Justice Njoki Mwangi ruled that Mr Samboja would be greatly prejudiced if he was stopped from defending his seat.
The judge noted that since the Independent Electoral Boundaries Commission (IEBC) had cleared him, the governor could now not be stopped by the court because the electoral body had verified his documents before clearing him.
“Mr Samboja has been serving as a governor since 2017. Since he has been cleared by the IEBC, the assumption is that his documents are in order. It would be prejudicial to deny him his political rights,” said the judge.
The ruling paves the way for Mr Samboja’s name to be gazetted as the Jubilee Party candidate for Taita Taveta governor.
The case was filed by Mr Jeremia Kiwoi, who sought to block the governor from defending his seat.
Mr Kiwoi had asked the court to issue orders blocking the IEBC from gazetting Mr Samboja’s name as the Jubilee candidate for the seat until his new petition was heard and determined.
The petitioner has questioned Mr Samboja’s eligibility to contest the seat over his academic papers.
He claimed the governor has failed constitutional provisions on leadership and integrity and should be blocked from running for public office.
He alleged in court papers that the governor used fraudulent means to be cleared in 2017 and that his claim that he had graduated with a bachelor of commerce degree from Kenyatta University was a lie.
“It is clear that the degree was a forgery. The Ethics and Anti-Corruption Commission (EACC) and the university confirmed that he was not a student at the institution,” he said.
Mr Samboja was last month cleared by the IEBC to defend his seat after producing academic documents from Costa Rica University.
This prompted Mr Kiwoi to move to the IEBC Dispute Resolution Committee to overturn the governor’s clearance, alleging that he had no proper papers to be cleared to seek re-election.
But the committee dismissed Mr Kiwoi’s case and ruled in favour of Mr Samboja, noting that it was satisfied with the documents that the governor had produced before the IEBC. The committee said the governor’s degree was valid.
Dissatisfied with the panel’s decision, Mr Kiwoi moved to court and sought to have Mr Samboja blocked from defending his seat based on the same claims about academic documents.
Mr Samboja filed a preliminary objection to the suit, arguing that the court had no jurisdiction to handle the case because the IEBC disputes panel had determined the issues raised in the petition.
Through Ogeto, Otachi & Company advocates, the governor argued that the petitioner should have appealed against the panel’s decision if he was not satisfied with it instead of filing a separate petition over the same matter.
“The application and the petition is incompetent and bad in law for reasons that the petitioner, having failed to lodge the requisite appeal, cannot purport to circumvent the laid down procedure by presenting this case in an attempt to reopen that which has already been determined,” the lawyers argued.
They also opposed the petition on the grounds that it touches on matters that were alive and pending in a Nairobi court.
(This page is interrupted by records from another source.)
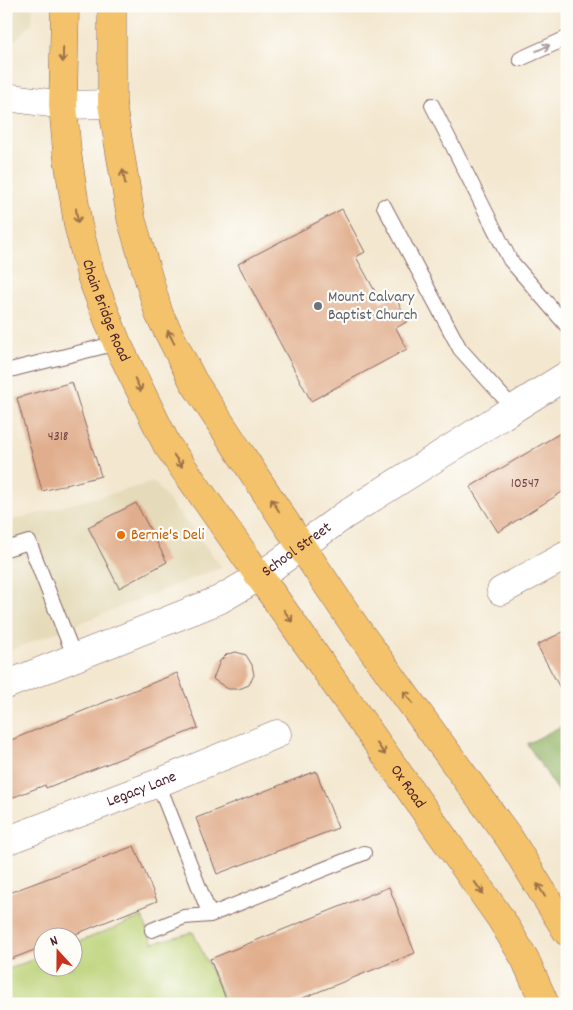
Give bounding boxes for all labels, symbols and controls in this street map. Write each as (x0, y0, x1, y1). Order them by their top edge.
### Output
one-way arrow (535, 43, 550, 53)
one-way arrow (58, 46, 68, 63)
one-way arrow (119, 170, 129, 186)
one-way arrow (72, 208, 82, 224)
street label: Chain Bridge Road (76, 257, 136, 366)
place label: Mount Calvary Baptist Church (328, 286, 417, 327)
marker: Mount Calvary Baptist Church (312, 300, 324, 312)
one-way arrow (166, 330, 176, 345)
one-way arrow (134, 377, 143, 392)
house number: 4318 (48, 427, 69, 447)
one-way arrow (173, 454, 183, 468)
house number: 10547 (511, 474, 539, 494)
one-way arrow (269, 499, 279, 513)
street label: School Street (257, 517, 337, 583)
place label: Bernie's Deli (131, 524, 205, 547)
marker: Bernie's Deli (115, 529, 127, 541)
one-way arrow (283, 609, 293, 623)
one-way arrow (403, 690, 413, 704)
one-way arrow (376, 742, 386, 756)
street label: Ox Road (384, 760, 431, 813)
street label: Legacy Lane (103, 765, 180, 813)
one-way arrow (474, 881, 484, 895)
one-way arrow (536, 884, 546, 898)
north arrow (32, 928, 82, 978)
text: N (47, 931, 61, 952)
The case was filed by activist Okiya Omtatah against Mr Samboja.
“It is trite and settled law that no court shall proceed with the trial of any suit or proceedings in which the matter in issue is directly and substantially in a previously instituted suit between the same parties,” they said.
In his petition, Mr Kiwoi argues that the tribunal erred by dismissing his petition and that residents were likely to be duped into electing a candidate who is unfit to stand for any elective position.
He maintains that Mr Samboja used forged documents to get clearance in 2017 and that he failed the integrity test by lying that he had genuine certificates.
The petitioner wants the court to order the Commission for University Education to verify whether Costa Rica University is an accredited institution in Costa Rica and properly verify his certificates and present them in court.
Mr Kiwoi argues that he was aggrieved by the decision of the tribunal that he said violated the Constitution and his right to fair administrative action.
Justice Mwangi has directed the parties in the suit to file and serve their documents within the next three days.